> TASK DESCRIPTION: Tally the lines in the data that follows that include the word "position", and report nothing but the total.

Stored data
********

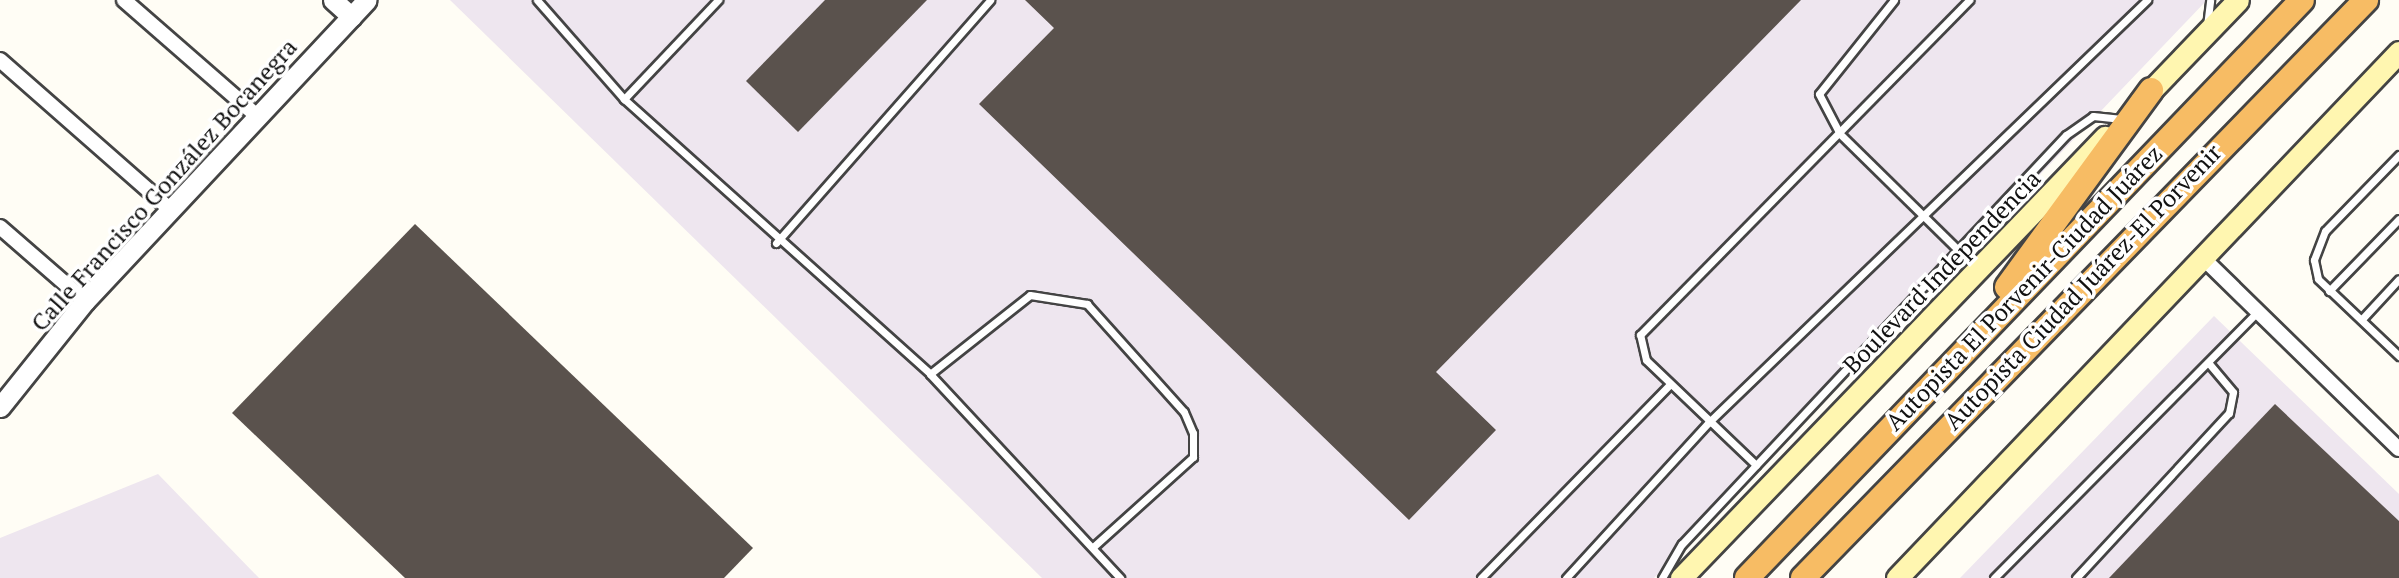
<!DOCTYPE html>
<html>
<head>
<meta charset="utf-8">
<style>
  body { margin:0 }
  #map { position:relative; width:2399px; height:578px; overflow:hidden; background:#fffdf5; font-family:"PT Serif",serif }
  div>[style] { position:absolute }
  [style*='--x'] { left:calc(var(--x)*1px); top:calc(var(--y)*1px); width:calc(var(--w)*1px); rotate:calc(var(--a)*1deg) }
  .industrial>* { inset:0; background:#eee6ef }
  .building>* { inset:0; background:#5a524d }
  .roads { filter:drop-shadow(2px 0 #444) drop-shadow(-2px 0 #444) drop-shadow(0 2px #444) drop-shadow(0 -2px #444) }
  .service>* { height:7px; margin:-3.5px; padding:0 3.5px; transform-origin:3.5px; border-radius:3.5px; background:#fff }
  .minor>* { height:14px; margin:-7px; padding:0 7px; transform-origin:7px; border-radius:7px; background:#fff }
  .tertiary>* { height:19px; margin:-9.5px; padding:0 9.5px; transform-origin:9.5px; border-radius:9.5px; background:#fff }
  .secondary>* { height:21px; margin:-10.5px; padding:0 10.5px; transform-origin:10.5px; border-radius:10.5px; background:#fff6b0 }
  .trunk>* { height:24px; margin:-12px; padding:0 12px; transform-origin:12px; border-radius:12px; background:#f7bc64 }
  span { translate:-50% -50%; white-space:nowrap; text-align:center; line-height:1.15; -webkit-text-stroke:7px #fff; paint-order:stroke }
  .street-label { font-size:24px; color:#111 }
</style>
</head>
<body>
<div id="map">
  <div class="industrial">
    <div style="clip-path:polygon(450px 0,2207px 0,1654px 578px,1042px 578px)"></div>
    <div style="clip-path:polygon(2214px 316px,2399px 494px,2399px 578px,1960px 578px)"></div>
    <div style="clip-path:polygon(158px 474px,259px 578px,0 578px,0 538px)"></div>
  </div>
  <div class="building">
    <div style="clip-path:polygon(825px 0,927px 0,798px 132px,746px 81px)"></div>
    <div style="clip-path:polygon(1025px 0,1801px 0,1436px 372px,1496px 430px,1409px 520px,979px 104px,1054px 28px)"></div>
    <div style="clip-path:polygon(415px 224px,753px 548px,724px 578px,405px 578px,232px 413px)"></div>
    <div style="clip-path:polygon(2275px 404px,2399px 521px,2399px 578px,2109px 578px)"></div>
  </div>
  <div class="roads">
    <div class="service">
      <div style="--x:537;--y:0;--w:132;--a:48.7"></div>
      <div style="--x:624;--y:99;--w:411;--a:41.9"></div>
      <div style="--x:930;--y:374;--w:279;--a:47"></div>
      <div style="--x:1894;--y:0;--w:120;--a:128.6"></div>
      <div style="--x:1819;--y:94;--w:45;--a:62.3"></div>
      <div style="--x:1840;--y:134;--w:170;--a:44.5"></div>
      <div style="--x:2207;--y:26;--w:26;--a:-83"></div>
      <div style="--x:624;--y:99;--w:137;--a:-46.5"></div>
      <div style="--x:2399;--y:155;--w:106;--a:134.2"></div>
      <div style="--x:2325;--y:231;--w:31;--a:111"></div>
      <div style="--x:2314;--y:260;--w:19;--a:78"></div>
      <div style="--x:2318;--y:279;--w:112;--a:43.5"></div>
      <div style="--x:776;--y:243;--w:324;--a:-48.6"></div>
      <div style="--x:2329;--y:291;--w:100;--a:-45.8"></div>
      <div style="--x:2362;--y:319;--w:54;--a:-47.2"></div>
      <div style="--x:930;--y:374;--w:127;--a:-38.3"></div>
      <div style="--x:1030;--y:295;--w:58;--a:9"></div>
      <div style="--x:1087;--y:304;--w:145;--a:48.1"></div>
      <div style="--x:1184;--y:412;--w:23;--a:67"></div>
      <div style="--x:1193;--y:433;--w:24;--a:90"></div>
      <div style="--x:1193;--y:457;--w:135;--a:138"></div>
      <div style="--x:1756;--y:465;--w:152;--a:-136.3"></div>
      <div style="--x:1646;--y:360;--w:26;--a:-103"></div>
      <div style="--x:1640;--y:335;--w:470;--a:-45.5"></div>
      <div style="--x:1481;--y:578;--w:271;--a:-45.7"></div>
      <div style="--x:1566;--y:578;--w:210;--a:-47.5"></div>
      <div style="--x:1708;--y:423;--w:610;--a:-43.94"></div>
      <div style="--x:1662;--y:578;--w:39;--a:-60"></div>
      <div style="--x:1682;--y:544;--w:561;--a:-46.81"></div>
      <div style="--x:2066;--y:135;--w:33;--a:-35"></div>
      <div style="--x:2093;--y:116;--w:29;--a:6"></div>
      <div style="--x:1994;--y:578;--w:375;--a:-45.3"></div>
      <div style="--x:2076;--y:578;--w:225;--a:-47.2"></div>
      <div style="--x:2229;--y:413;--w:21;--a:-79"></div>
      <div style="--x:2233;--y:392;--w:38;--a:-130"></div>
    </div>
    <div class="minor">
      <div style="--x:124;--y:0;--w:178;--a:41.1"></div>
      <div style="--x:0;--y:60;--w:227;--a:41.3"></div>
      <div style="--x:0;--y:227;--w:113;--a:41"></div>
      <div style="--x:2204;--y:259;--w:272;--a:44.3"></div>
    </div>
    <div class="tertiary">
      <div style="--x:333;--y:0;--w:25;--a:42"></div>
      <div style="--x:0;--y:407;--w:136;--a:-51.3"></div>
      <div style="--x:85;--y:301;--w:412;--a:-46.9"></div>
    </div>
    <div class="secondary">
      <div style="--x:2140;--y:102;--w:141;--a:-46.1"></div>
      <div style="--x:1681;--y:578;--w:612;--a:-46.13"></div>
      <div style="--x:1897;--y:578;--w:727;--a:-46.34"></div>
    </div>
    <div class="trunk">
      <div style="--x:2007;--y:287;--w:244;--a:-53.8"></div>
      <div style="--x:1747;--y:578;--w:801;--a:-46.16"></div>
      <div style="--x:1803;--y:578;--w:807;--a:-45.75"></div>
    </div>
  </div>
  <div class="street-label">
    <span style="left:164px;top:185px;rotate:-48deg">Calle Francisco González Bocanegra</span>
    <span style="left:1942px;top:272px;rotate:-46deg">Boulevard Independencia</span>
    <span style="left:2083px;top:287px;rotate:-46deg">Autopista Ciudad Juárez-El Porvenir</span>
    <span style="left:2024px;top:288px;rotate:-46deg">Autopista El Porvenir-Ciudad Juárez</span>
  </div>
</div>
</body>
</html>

********

> WRITTEN RESPONSE: 2